Perhaps because, they themselves stand in the same “shackled footprints” as their contemporaries – all vying for an opportunity to showcase their talents and their works in a business, in the words of one attendee, that “doesn’t really want us, but they tolerate us.” 

Established in 1992 by Hollywood veterans Danny Glover (“The Color Purple,” “Lethal Weapon”), the late Ja’Net DuBois (“Good Times”), and Ayuko Babu, PAFF executive director, the Pan African Film Festival is a 501(c)(3) non-profit organization that has remained dedicated to the promotion of Black stories and images through the exhibition of film, visual art, and other creative expression. 

From left are Stephen Williams, Stefani Robinson, Jess Hall, Chris Bowers and Michael Abels. (PAFF)

For over 30 years, PAFF has been the international beacon for the African diaspora film and arts communities.  This is what their website says, and if you ask anyone who has ever been to an event, this is what it does. 

“I’ve been to a lot of film festivals, but this one is the truth,” said Teresa, an attendee at opening night. “It’s always so well organized, they bring quality films, and the event is always so well done.” 

And one truth that surprised many during the opening awards ceremony was the inspirational appearance of respected and thriving actor Jonathan Majors (“Creed III,” “Quantumania,” “Lovecraft Country”).  He was being honored with the PAFF Canada Lee Award presented by Glover, Babu and fellow actor Thomas Q. Jones (“P Valley,” “Luke Cage,” “Being Mary Jane”).    

It has unfortunately become common for many celebrities, when they reach a certain plateau in their careers, to send a proxy to receive awards at Black events.  But, Jonathan Majors showed up – and he showed up in a major way.   

Mayor Karen Bass speaks at the PAFF opening ceremony. (PAFF)

Sharing anecdotes from his life about his journey to where he is today, the support of family, a good Christian upbringing, and the importance of community – the African American community.  

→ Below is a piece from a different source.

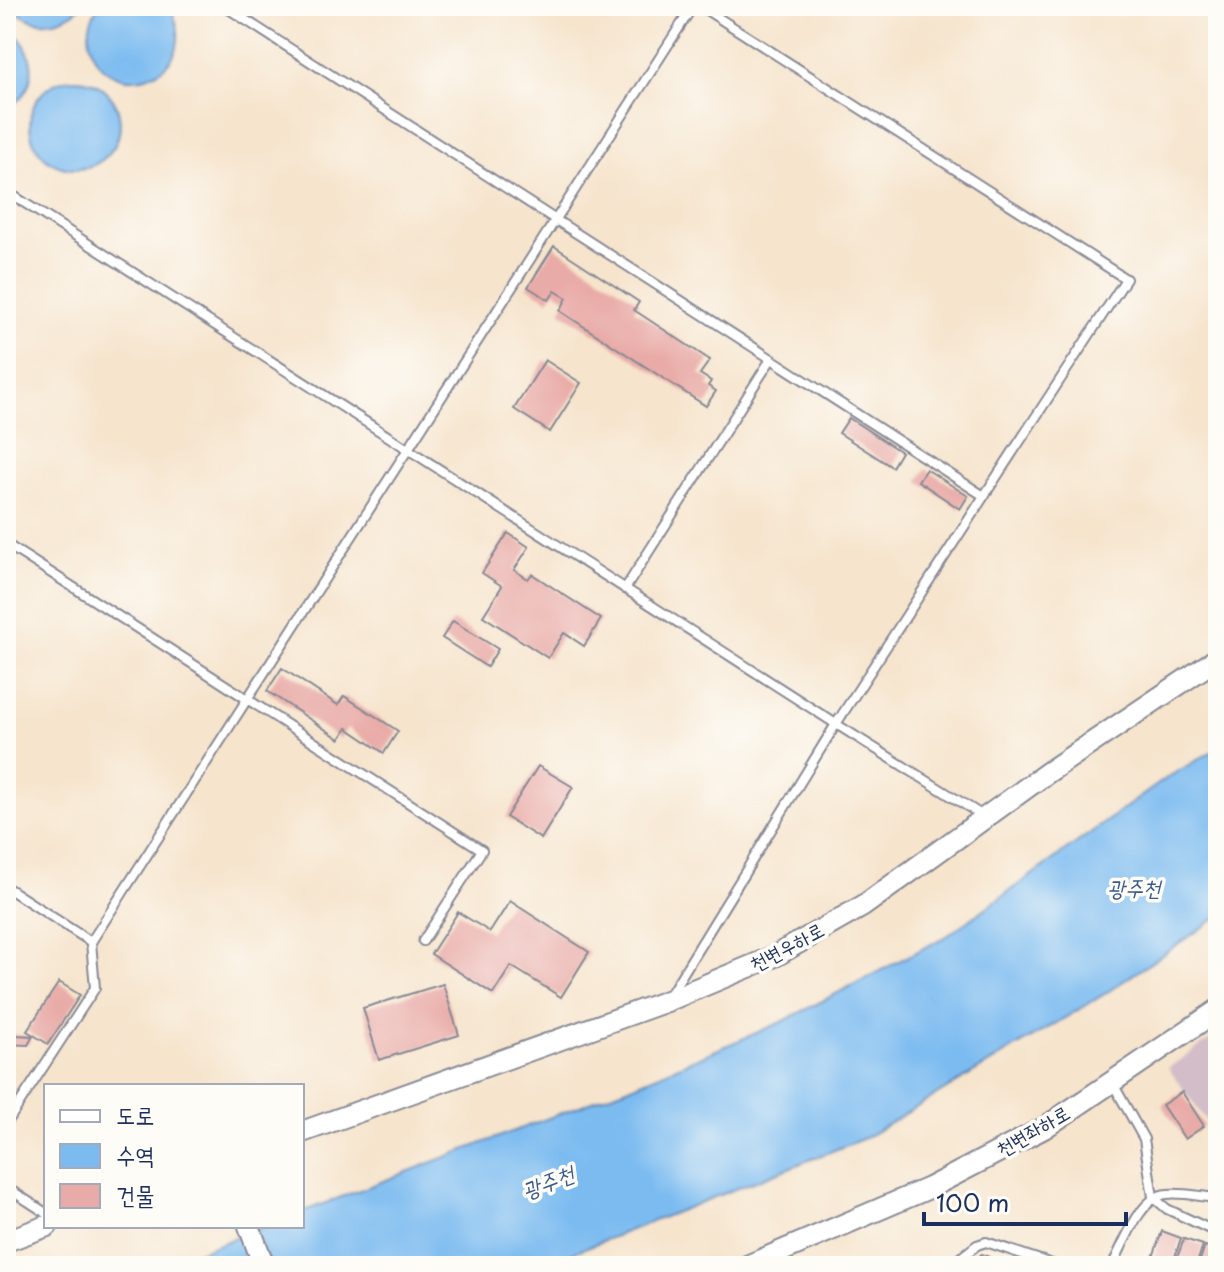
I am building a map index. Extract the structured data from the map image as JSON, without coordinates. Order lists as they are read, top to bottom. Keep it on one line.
{"streets":{"street":["천변우하로","천변좌하로"]},"water":["광주천"],"legend":["도로","수역","건물"],"scale_bar":"100 m"}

Mayor Karen Bass also gave an official welcome, stating that she’s been a long-time supporter of the PAFF. 

Some other known faces in the audience included, Brandee Evans (“P Valley,” “David Makes Man”), Walter Fauntleroy (“Tyler Perry’s the Oval”), Pooch Hall (“The Game”), and Jimmy Jean-Louis (“Claws,” “Phat Girlz,” “Heroes”). 

The film screening during opening night of the PAFF was the period piece, “Chevalier.”  It is inspired by the incredible story of composer Joseph Boulogne, Chevalier de Saint-Georges.  

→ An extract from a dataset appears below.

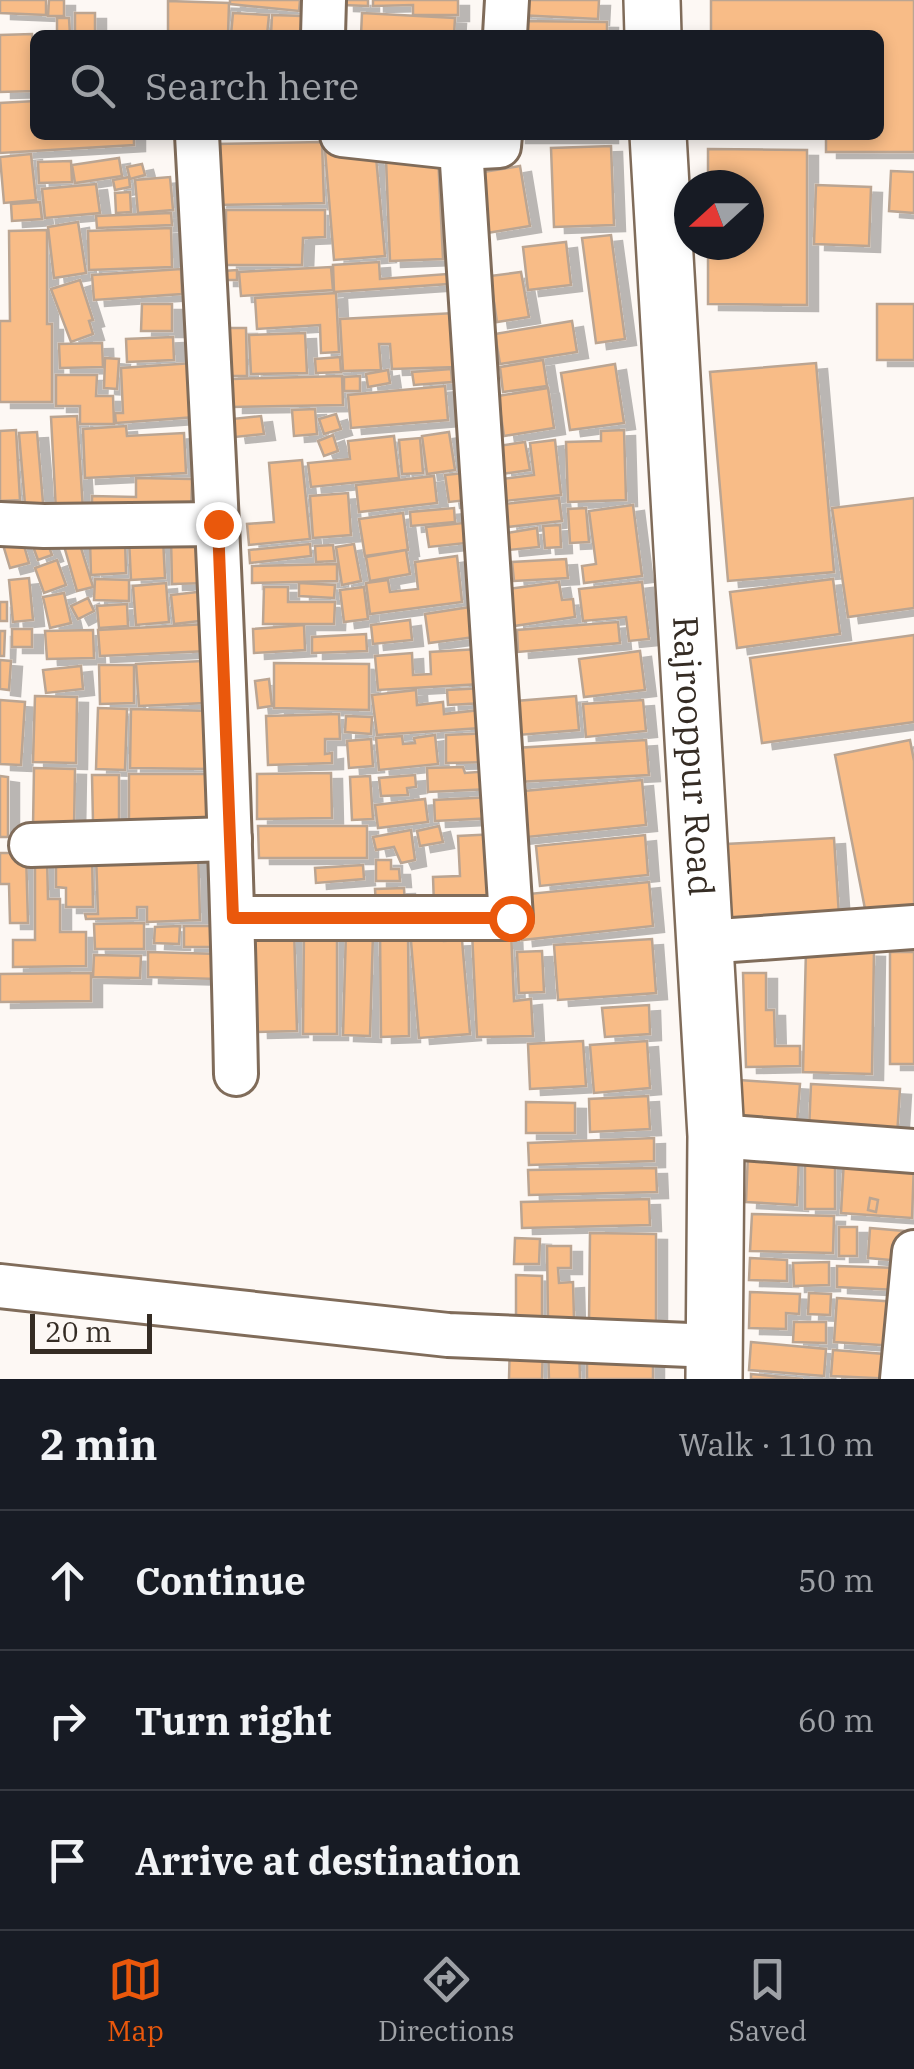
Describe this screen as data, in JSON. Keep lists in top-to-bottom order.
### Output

The son of an enslaved African woman and a French plantation owner, Boulogne (Kelvin Harrison Jr. in a tour de force performance) rises to improbable heights in French society as a celebrated violinist-composer and fencer.   

The film’s director Stephen Williams, writer and producer Stefani Robinson, the composer of the original score Kris Bowers, and musical performances producer and arranger Michael Abels were all in attendance. 

One viewer found the film problematic because they wanted to see more of Boulogne as “the French Revolutionist,” and less of the romantic aspects of the film.  Although overall, he enjoyed the film and called it “a good watch.”  

Another audience member found the film to be “refreshing and positive.”  “There’s so much ‘trauma porn’ out there it was great to see a historical figure who had a little more control over their destiny,” said the viewer.